Jonah Sheridan, Information Ecology, private sector, America ans Asia (United States living in Japan) ;
Hapee de Groot, Greenhost and member of CIVICERT, private sector and civil society, Europe (Netherlands);
Alex Argüelles, Access Now Digital Security Helpline, civil society, LATAM(Mexico);
Zanyiwe Asare, Digitally Legal, IGF, and African Women Leaders Network South Africa Department President, private sector and civil society, Africa (South Africa)
Peter Stefen, OECD, Intergovernmental organization, Europe (Irland),
Stéphane Labarthe, Fundación Karisma, civil society, LATAM (Colombia)

Onsite Moderator

Poncelet Ileleji

Online Moderator

Stéphane Labarthe

Rapporteur

Jonah Sheridan

SDGs

3. Good Health and Well-Being
4. Quality Education
8. Decent Work and Economic Growth
9. Industry, Innovation and Infrastructure
11. Sustainable Cities and Communities
16. Peace, Justice and Strong Institutions


Targets: Whereas there are a lot of teams focused on addressing digital security issues for governmental entities, the corporate sector, and academia, the resources for the civil society sector which comprises millions of organizations and trillions of dollars of operating expenditure are few.

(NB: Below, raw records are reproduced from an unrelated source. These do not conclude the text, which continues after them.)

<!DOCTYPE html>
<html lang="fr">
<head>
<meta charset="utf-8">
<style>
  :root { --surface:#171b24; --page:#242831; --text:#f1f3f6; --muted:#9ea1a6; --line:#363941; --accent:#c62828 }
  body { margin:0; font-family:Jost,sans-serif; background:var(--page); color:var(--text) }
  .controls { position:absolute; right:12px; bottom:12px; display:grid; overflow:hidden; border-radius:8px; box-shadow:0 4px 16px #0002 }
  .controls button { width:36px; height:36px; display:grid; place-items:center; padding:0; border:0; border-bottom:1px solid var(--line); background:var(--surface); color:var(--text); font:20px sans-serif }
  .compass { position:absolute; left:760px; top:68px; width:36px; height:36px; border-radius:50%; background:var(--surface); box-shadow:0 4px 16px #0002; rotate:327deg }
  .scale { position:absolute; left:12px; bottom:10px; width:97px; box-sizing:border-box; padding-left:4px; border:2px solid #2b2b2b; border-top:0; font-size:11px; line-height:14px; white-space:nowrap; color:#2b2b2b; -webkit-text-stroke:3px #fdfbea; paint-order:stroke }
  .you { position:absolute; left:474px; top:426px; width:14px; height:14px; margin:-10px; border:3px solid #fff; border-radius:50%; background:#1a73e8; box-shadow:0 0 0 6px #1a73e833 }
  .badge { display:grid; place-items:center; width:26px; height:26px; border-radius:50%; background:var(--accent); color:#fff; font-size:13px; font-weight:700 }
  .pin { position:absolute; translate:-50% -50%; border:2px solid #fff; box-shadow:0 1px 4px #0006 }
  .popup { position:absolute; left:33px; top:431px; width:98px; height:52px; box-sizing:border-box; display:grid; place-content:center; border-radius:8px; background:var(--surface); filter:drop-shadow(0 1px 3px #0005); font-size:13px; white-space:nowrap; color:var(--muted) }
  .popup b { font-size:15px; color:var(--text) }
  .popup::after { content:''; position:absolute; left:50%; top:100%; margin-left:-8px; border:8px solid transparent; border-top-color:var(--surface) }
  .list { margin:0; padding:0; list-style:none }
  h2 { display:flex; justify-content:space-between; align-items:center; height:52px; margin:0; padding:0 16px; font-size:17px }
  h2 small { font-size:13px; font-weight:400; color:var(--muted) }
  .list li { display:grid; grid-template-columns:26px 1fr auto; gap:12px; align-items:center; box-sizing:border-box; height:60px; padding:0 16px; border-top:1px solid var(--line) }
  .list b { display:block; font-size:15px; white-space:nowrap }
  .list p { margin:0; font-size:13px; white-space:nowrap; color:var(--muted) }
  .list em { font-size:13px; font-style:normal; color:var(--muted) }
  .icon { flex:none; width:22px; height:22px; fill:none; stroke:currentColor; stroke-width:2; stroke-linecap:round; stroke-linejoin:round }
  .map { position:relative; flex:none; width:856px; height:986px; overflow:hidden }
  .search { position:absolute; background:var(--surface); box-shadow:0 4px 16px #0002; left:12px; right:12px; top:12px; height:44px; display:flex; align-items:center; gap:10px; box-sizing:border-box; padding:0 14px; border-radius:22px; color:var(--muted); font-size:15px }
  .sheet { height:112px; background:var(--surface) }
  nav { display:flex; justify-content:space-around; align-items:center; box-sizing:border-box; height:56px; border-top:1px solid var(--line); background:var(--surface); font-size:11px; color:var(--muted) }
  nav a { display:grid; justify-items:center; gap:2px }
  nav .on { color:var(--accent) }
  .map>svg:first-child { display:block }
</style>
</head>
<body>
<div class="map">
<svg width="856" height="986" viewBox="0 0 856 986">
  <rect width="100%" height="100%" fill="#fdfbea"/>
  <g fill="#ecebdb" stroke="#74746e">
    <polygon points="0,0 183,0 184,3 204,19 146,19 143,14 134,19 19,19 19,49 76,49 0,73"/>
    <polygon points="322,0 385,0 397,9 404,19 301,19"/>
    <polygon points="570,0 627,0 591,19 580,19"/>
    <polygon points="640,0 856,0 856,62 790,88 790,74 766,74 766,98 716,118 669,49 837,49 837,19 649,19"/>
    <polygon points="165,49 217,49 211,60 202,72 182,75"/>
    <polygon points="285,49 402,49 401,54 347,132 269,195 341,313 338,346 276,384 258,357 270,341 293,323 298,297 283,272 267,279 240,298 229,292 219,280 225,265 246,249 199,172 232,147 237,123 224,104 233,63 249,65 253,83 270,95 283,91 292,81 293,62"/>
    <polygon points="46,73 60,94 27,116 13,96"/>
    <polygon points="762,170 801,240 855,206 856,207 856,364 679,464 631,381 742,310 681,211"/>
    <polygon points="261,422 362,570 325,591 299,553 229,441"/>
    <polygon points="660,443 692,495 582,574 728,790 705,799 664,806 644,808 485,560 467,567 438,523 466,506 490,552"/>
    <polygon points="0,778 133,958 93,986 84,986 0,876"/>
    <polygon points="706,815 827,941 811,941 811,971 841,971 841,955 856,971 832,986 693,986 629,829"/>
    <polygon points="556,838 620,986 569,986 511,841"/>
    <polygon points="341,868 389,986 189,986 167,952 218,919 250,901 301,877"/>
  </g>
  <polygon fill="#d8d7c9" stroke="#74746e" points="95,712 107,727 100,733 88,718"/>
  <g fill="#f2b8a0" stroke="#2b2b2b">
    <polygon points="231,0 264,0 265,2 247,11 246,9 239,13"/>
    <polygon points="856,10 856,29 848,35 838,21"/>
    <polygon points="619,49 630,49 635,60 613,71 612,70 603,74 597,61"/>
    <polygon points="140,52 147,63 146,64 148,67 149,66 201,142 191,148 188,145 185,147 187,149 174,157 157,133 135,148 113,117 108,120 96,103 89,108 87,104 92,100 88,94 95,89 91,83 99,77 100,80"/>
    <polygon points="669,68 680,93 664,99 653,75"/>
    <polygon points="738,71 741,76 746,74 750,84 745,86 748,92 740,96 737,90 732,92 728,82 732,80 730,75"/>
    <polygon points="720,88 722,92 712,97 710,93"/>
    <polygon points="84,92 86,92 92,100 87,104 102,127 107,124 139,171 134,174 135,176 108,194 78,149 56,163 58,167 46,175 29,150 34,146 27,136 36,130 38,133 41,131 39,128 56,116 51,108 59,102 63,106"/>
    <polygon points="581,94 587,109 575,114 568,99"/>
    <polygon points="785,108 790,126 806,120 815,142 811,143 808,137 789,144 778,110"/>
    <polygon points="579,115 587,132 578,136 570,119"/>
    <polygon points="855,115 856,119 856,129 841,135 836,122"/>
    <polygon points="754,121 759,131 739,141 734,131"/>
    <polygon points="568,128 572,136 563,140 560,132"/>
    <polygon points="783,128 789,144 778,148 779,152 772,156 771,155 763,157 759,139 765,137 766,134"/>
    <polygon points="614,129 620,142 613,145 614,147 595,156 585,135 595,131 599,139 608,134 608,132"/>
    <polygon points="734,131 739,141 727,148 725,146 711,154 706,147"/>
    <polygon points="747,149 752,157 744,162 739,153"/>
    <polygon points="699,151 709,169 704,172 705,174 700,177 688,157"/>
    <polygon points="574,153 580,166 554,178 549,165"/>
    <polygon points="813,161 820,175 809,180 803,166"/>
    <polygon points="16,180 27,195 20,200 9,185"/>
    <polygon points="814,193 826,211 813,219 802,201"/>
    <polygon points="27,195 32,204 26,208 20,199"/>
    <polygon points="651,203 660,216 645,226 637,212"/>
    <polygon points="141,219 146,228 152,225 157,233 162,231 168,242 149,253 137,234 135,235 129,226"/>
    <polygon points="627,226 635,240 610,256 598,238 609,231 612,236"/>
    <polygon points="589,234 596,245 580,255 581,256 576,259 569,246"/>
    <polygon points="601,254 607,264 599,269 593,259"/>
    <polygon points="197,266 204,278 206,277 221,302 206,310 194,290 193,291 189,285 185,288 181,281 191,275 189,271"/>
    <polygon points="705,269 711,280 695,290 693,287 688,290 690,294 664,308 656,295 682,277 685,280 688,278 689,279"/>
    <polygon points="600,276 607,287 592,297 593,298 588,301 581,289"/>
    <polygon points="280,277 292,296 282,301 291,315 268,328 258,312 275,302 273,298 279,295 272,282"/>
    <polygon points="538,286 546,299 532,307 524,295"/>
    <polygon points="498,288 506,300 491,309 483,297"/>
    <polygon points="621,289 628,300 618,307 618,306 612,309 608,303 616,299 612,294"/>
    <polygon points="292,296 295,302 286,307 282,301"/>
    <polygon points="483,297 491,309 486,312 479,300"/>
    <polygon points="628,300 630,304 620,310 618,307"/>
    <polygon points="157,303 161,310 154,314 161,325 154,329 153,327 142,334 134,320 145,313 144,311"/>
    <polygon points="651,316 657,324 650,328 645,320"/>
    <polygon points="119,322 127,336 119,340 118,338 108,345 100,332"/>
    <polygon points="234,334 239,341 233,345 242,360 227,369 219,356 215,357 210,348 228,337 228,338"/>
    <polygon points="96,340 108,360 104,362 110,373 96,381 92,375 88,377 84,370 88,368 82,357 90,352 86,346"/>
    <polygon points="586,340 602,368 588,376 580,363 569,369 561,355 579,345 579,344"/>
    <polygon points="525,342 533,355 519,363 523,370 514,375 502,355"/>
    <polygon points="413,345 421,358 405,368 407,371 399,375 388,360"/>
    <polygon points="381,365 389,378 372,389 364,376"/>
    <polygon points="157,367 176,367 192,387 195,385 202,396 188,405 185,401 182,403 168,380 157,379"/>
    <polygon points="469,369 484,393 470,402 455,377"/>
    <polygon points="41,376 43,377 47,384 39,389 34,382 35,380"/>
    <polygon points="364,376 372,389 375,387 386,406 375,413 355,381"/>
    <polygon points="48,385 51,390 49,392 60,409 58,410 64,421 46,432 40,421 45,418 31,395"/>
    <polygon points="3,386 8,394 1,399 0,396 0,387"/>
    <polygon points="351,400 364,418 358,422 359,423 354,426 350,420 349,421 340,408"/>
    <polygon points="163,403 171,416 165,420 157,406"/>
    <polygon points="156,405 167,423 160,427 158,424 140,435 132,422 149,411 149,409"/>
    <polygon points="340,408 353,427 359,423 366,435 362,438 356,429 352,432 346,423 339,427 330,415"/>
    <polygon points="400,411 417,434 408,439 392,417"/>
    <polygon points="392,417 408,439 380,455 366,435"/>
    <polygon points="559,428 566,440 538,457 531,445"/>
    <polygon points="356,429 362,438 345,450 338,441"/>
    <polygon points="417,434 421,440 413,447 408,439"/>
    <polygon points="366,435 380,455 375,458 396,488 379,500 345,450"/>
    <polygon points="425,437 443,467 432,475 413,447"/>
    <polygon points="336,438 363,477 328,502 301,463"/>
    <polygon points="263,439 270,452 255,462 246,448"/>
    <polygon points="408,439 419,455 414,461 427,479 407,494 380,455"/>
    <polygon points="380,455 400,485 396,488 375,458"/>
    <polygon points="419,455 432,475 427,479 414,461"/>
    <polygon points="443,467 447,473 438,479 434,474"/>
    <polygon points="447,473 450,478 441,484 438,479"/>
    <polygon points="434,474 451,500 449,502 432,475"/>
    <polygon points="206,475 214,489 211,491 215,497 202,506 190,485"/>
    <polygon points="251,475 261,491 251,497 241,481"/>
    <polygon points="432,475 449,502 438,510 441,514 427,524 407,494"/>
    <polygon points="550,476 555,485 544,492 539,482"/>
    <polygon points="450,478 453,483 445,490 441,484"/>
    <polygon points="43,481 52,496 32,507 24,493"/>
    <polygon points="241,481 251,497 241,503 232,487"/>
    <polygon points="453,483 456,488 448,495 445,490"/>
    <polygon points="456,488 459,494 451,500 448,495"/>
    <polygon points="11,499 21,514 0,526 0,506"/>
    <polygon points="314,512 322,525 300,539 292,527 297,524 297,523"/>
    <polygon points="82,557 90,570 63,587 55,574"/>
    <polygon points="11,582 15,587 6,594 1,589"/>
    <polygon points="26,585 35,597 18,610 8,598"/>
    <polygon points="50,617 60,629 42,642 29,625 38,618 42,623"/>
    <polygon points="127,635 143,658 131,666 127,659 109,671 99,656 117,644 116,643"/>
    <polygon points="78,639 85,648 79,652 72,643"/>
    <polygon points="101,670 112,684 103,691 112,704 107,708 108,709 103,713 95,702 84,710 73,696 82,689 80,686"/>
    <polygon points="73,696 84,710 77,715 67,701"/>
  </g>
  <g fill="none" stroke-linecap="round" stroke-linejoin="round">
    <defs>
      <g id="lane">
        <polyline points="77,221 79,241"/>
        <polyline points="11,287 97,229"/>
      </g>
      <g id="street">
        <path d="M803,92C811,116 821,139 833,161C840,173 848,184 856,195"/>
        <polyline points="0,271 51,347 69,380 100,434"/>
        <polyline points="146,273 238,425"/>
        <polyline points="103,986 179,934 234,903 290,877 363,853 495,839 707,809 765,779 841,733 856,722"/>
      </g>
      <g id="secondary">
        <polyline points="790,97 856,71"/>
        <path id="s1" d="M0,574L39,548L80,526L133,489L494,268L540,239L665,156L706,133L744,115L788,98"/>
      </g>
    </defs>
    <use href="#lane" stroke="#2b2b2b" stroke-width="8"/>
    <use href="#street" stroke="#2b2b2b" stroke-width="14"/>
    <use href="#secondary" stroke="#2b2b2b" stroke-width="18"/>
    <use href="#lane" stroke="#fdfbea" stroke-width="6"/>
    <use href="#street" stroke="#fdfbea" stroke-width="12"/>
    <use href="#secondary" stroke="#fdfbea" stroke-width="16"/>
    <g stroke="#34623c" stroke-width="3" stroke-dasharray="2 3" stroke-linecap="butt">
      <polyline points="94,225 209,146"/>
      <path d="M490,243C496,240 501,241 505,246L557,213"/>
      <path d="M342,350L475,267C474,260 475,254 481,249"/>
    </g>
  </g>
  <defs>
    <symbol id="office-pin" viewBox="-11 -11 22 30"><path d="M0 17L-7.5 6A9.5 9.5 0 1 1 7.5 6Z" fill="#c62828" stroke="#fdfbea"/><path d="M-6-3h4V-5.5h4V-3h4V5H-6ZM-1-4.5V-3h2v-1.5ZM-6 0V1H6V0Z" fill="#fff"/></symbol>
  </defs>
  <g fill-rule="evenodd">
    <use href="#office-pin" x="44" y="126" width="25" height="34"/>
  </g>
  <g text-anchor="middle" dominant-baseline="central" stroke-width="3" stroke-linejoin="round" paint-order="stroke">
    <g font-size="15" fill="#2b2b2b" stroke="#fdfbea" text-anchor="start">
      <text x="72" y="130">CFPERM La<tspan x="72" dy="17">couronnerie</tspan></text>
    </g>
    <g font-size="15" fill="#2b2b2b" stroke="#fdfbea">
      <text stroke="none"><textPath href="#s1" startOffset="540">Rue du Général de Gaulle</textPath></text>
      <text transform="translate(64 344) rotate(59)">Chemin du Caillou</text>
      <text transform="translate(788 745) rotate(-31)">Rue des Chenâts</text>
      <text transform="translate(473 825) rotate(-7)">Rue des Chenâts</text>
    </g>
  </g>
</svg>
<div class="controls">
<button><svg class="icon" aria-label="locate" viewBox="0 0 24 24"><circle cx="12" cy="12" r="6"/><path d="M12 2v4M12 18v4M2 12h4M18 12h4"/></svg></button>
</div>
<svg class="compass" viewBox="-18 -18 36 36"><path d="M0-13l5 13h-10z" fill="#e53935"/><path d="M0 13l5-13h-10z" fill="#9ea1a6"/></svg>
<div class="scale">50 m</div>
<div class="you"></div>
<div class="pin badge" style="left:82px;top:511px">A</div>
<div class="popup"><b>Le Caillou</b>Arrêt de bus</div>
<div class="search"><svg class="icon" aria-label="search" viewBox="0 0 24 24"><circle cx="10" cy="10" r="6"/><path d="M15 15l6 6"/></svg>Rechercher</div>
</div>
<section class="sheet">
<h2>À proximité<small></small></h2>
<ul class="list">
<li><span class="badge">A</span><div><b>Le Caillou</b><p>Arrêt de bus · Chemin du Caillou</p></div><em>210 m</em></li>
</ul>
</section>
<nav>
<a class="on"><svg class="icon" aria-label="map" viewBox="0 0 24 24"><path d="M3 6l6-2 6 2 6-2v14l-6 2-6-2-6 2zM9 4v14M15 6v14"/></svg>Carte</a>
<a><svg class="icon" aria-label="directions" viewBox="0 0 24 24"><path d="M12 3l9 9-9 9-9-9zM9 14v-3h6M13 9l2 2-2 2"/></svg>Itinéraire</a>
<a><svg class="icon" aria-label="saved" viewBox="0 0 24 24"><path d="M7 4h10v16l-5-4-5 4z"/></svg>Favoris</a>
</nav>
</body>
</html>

Responding to this need, which implies also educational aspects, will help not only the well being of civil society itself, but all the persons who benefit from their actions. They are in many cases excluded people, in poverty, or belonging to minorities. That's why this topic is also about well being, economic growth, sustainable communities, peace and justice, education and technology innovation applied to civil society.